# Your assignment
Count how many lines below contain the word "Order", then give that number alone.

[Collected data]

+--

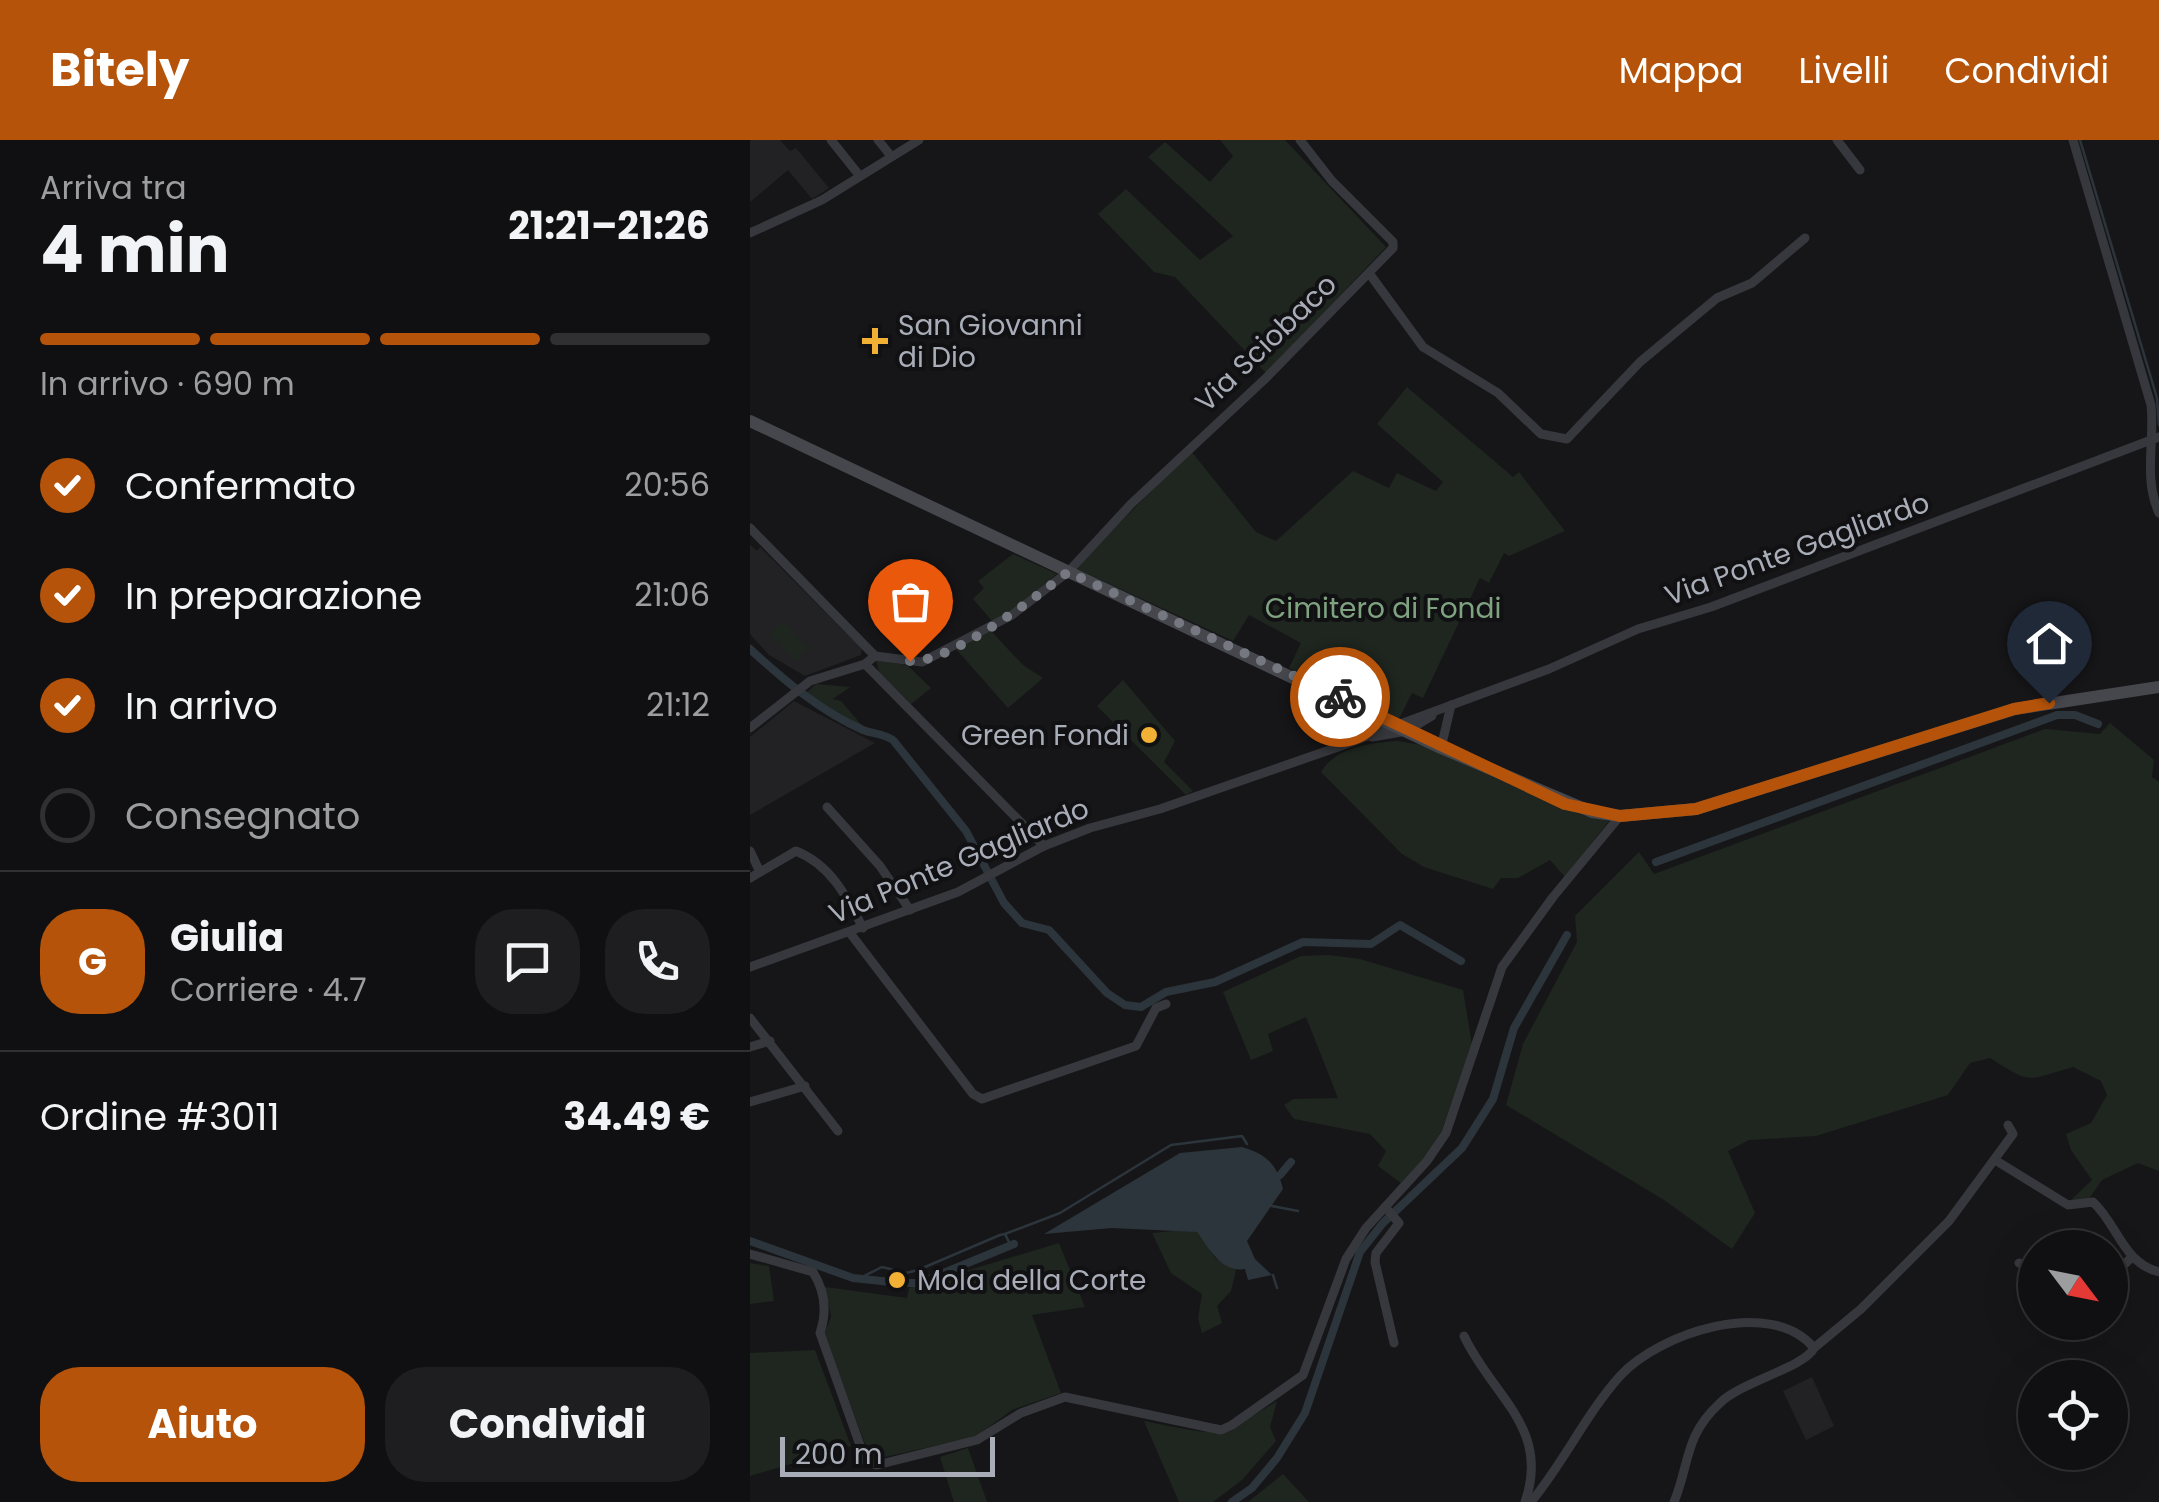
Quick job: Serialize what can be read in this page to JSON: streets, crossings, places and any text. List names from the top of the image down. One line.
{"streets":{"street":["Via Sciobaco","Via Ponte Gagliardo"]},"parks":["Cimitero di Fondi"],"places":{"health":["San Giovanni di Dio"],"other":["Green Fondi","Mola della Corte"]},"scale_bar":"200 m","north":"bottom right","page":{"header":"Bitely","nav":["Mappa","Livelli","Condividi"],"heading":["4 min","Arriva tra","21:21–21:26"],"panel":["Giulia","Corriere · 4.7","Ordine #3011","34.49 €"],"bar":"In arrivo · 690 m","list":[["Confermato","20:56"],["In preparazione","21:06"],["In arrivo","21:12"],"Consegnato"],"round":"G","buttons":["Aiuto","Condividi"],"scale":"200 m"}}
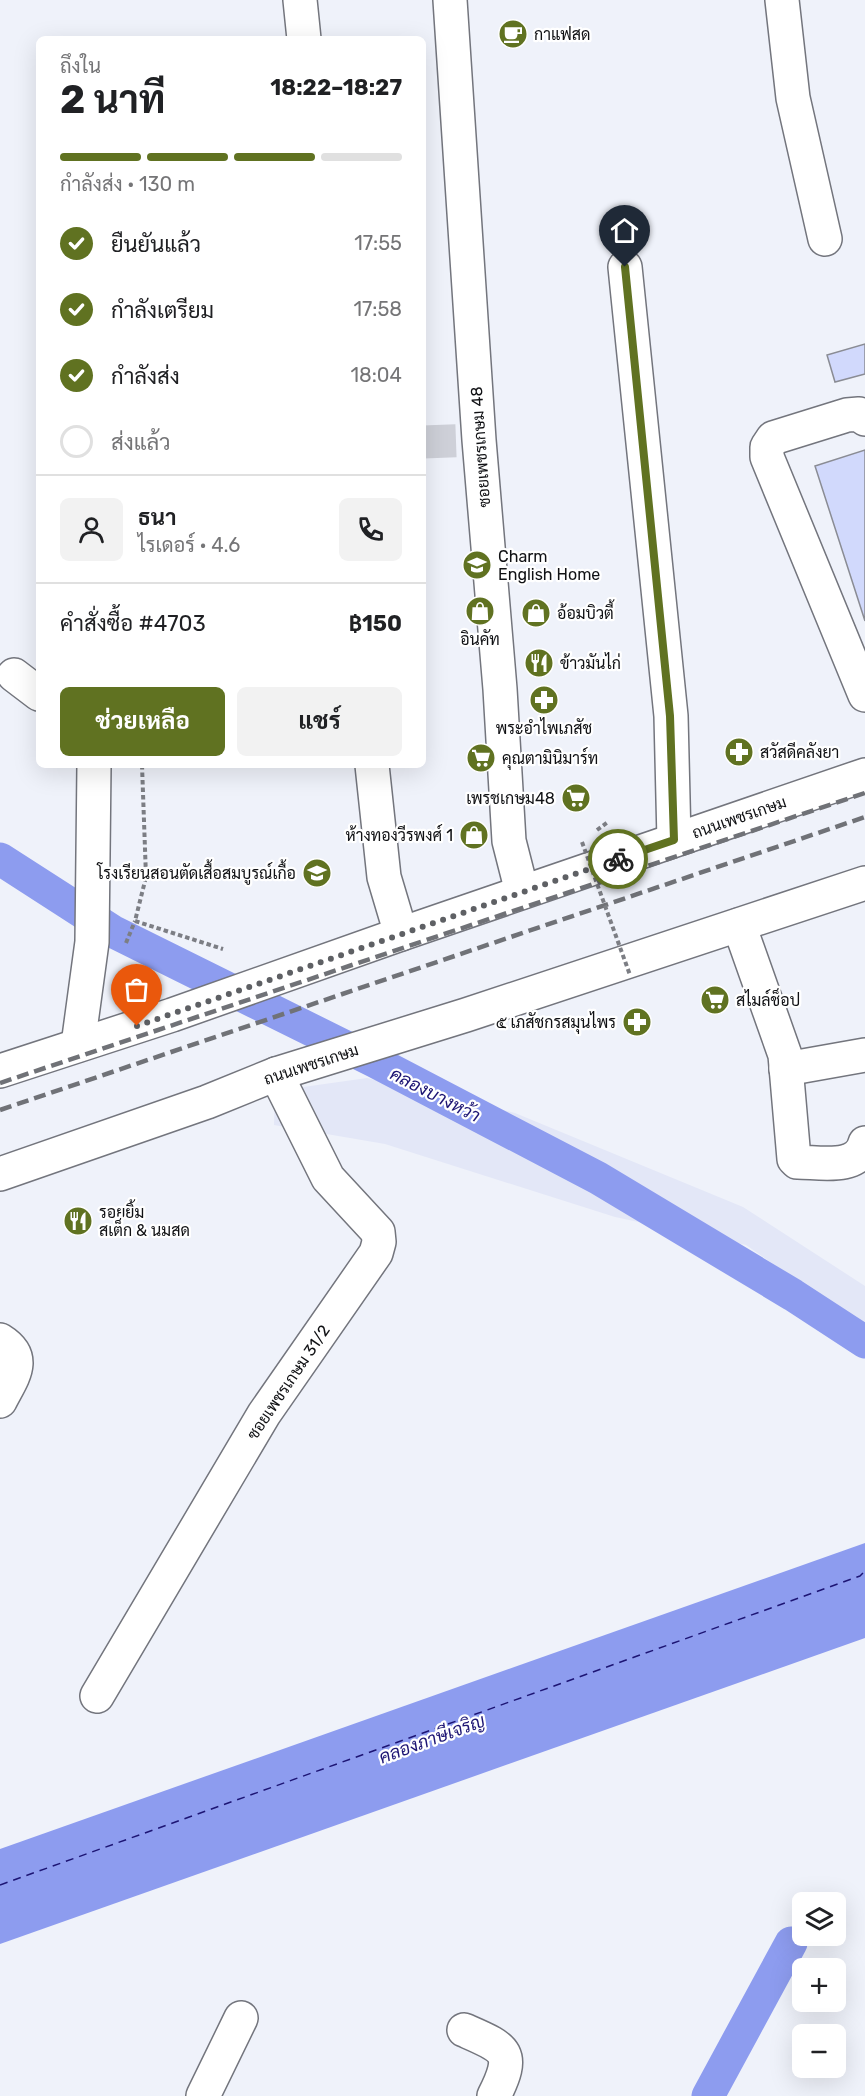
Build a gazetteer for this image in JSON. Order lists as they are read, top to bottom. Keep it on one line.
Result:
{"streets":{"street":["ซอยเพชรเกษม 48","ถนนเพชรเกษม","ซอยเพชรเกษม 31/2"]},"crossings":[["ซอยเพชรเกษม 48","ถนนเพชรเกษม"],["ถนนเพชรเกษม","ซอยเพชรเกษม 31/2"]],"water":["คลองบางหว้า","คลองภาษีเจริญ"],"places":{"cafe":["กาแฟสด"],"school or university":["Charm English Home","โรงเรียนสอนตัดเสื้อสมบูรณ์เกื้อ"],"shop":["อินคัท","อ้อมบิวตี้","ห้างทองวีรพงศ์ 1"],"restaurant":["ข้าวมันไก่","รอยยิ้ม สเต็ก & นมสด"],"pharmacy":["พระอำไพเภสัช","สวัสดีคลังยา","๕ เภสัชกรสมุนไพร"],"supermarket":["คุณตามินิมาร์ท","เพรชเกษม48","สไมล์ช็อป"]},"page":{"heading":["2 นาที","ถึงใน","18:22–18:27"],"panel":["ธนา","ไรเดอร์ · 4.6","คำสั่งซื้อ #4703","฿150"],"bar":"กำลังส่ง · 130 m","list":[["ยืนยันแล้ว","17:55"],["กำลังเตรียม","17:58"],["กำลังส่ง","18:04"],"ส่งแล้ว"],"buttons":["ช่วยเหลือ","แชร์"],"map_buttons":["+","−"]}}
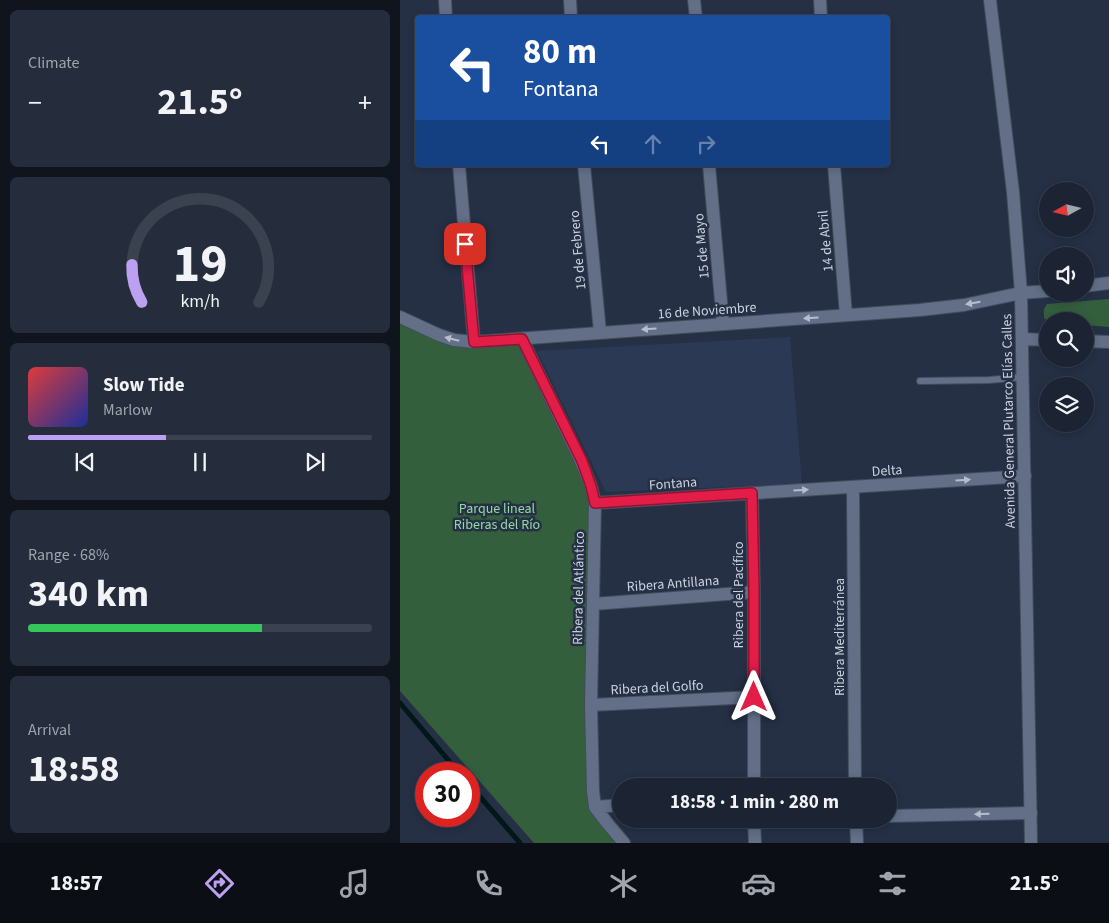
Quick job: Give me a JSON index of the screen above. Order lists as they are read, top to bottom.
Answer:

+--

# Answer space
2